● Work to complete
From the listing below, select every line where the word "shaded" appears.
%%
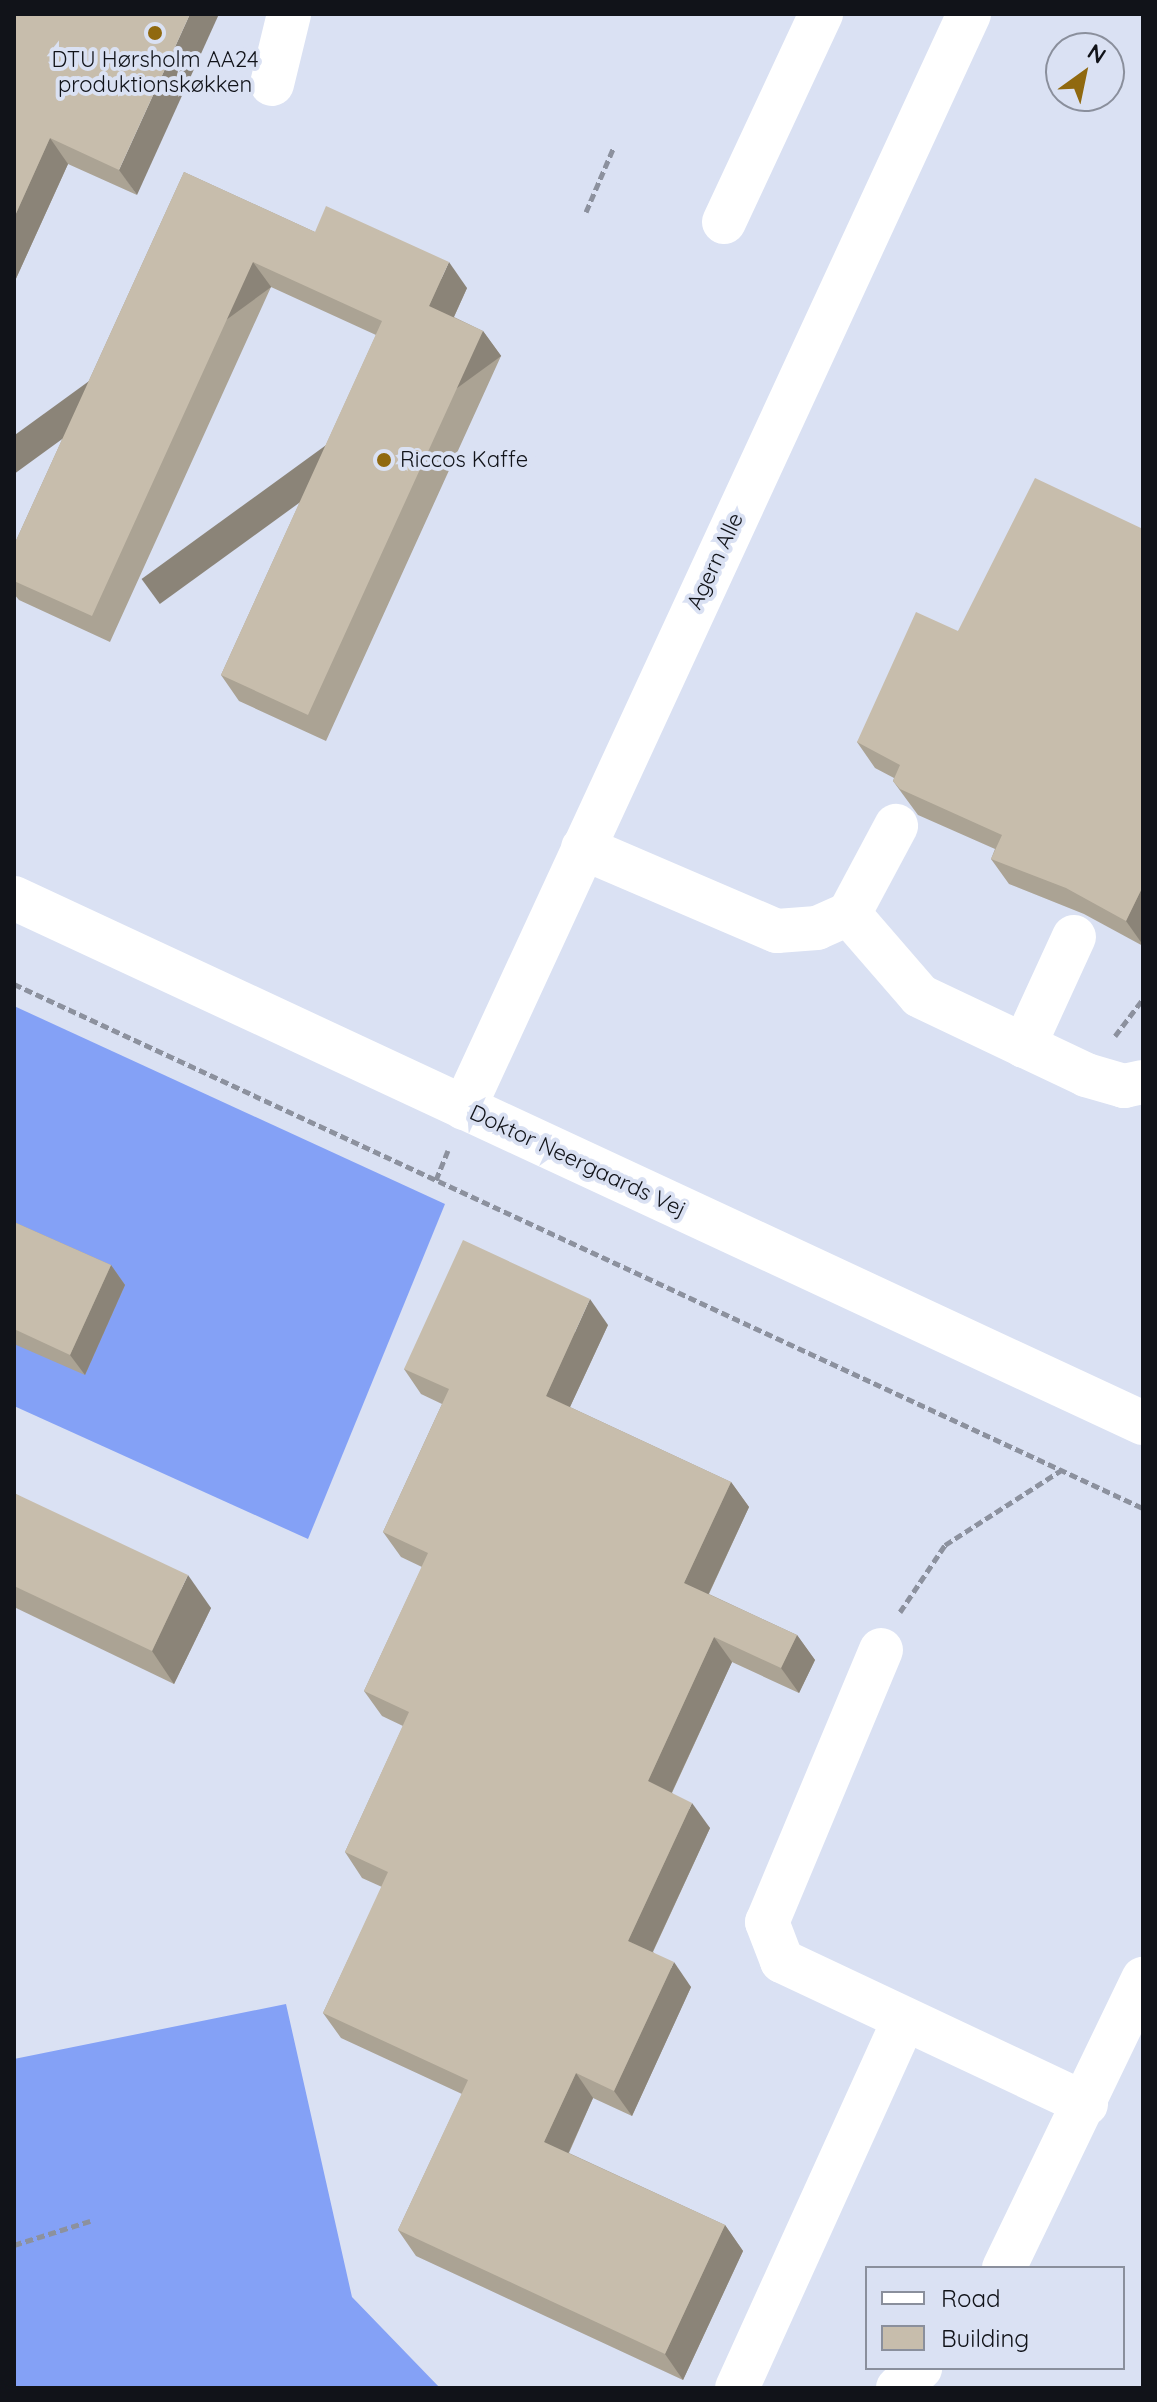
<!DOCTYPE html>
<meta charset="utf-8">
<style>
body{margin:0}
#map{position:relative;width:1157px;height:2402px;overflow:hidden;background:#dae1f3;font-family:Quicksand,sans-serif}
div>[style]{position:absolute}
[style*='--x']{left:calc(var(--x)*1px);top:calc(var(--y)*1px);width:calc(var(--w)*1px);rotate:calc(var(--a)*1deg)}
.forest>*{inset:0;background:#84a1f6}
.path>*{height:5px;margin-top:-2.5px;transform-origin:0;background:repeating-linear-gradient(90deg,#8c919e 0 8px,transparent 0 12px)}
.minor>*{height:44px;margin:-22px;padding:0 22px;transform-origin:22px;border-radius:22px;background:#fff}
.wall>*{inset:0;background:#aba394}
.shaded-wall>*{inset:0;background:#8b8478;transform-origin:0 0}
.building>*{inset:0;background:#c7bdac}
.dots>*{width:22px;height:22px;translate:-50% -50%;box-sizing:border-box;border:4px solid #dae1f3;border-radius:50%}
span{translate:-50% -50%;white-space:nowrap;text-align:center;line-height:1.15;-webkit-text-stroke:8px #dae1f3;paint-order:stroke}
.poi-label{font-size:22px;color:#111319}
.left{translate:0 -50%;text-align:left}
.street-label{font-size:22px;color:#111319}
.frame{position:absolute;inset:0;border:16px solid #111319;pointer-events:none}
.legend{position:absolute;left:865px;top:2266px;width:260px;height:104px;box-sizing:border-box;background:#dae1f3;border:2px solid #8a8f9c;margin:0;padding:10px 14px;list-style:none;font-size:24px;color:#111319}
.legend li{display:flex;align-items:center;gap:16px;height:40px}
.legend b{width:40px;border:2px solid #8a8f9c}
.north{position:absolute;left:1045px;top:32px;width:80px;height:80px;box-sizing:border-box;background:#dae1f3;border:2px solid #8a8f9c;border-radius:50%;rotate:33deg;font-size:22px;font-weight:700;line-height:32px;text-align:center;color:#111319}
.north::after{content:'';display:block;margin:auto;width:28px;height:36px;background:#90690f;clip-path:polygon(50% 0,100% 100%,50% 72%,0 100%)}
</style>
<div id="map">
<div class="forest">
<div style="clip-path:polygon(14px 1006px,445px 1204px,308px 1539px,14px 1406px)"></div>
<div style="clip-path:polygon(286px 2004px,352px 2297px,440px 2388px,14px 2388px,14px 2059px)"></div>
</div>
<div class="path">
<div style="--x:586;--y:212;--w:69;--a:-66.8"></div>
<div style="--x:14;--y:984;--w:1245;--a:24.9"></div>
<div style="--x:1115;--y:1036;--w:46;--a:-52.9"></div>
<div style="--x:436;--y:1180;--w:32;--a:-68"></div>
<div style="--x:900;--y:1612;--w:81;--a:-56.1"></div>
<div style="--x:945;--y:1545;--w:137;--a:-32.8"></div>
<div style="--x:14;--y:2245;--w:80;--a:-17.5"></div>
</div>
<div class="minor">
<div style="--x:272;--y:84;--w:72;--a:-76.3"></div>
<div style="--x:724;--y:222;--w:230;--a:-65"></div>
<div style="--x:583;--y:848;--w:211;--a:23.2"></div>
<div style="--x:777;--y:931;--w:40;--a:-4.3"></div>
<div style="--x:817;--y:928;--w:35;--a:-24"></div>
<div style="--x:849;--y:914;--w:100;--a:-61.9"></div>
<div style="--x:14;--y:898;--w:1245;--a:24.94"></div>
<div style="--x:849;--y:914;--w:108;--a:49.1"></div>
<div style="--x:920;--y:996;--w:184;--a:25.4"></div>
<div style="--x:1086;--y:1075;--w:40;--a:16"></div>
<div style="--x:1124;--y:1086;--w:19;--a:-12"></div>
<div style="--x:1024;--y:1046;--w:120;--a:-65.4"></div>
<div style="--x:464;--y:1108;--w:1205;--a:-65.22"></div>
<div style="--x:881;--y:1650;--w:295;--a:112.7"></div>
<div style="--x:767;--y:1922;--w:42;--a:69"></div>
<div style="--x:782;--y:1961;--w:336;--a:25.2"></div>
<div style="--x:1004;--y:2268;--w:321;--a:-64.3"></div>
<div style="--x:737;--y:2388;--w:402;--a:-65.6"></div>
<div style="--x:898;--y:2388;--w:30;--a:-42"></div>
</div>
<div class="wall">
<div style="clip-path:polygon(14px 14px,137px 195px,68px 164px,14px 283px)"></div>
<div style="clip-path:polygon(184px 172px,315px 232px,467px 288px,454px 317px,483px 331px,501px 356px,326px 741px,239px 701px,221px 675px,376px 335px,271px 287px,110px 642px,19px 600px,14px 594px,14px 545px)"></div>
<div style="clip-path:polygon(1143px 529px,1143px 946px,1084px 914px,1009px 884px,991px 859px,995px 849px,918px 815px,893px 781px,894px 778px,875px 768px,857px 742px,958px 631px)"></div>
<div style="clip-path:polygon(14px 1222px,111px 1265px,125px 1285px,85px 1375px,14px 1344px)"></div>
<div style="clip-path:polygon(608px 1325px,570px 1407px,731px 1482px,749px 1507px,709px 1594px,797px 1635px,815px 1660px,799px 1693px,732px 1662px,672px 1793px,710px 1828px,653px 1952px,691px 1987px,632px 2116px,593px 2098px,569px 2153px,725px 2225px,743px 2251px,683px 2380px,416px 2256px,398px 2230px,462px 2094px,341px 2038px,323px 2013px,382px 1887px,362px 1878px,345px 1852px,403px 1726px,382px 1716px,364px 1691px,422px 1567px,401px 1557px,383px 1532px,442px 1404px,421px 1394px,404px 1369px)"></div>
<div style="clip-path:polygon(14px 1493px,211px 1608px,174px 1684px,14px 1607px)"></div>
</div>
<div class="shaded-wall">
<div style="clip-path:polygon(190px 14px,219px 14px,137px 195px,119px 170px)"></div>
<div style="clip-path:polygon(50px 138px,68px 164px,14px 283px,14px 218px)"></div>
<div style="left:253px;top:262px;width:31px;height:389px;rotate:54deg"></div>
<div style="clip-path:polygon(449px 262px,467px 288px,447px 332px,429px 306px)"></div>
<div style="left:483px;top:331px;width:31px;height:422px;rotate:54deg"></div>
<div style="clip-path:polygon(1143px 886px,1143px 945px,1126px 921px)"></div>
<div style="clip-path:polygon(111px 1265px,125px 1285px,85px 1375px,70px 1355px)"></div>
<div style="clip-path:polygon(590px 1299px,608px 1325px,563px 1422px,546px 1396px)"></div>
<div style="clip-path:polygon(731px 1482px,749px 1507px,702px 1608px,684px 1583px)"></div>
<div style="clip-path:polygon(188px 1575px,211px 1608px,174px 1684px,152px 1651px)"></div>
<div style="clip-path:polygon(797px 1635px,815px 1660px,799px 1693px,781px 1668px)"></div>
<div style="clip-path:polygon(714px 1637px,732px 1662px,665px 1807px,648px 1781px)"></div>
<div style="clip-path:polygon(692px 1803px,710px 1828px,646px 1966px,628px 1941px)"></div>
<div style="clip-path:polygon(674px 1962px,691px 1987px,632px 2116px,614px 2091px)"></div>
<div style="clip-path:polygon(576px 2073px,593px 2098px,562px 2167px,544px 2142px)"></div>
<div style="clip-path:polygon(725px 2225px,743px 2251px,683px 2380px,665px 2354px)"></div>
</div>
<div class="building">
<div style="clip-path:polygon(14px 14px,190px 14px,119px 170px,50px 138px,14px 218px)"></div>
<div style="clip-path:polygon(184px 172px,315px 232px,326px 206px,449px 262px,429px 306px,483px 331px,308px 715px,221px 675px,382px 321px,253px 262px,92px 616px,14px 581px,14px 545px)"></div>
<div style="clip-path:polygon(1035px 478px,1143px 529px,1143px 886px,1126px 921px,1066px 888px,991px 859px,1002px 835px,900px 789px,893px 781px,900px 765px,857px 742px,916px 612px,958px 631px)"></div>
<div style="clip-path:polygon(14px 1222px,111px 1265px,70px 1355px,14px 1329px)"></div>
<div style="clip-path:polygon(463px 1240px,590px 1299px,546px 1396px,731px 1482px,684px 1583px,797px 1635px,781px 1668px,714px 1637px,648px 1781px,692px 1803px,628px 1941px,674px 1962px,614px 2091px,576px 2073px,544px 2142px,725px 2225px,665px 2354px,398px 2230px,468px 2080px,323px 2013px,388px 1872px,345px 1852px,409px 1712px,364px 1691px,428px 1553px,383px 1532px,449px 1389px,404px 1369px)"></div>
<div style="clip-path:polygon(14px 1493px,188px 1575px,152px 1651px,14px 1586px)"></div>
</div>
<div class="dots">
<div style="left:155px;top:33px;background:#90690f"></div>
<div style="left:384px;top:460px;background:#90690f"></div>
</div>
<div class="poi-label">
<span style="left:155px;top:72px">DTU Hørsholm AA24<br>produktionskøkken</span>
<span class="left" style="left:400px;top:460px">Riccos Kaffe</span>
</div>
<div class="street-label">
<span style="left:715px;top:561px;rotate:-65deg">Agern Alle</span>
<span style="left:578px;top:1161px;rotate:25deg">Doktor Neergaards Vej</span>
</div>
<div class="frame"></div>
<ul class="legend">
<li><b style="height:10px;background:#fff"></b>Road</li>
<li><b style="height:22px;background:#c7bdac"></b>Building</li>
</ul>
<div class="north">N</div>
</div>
%%
● Output for this task
.shaded-wall>*{inset:0;background:#8b8478;transform-origin:0 0}
<div class="shaded-wall">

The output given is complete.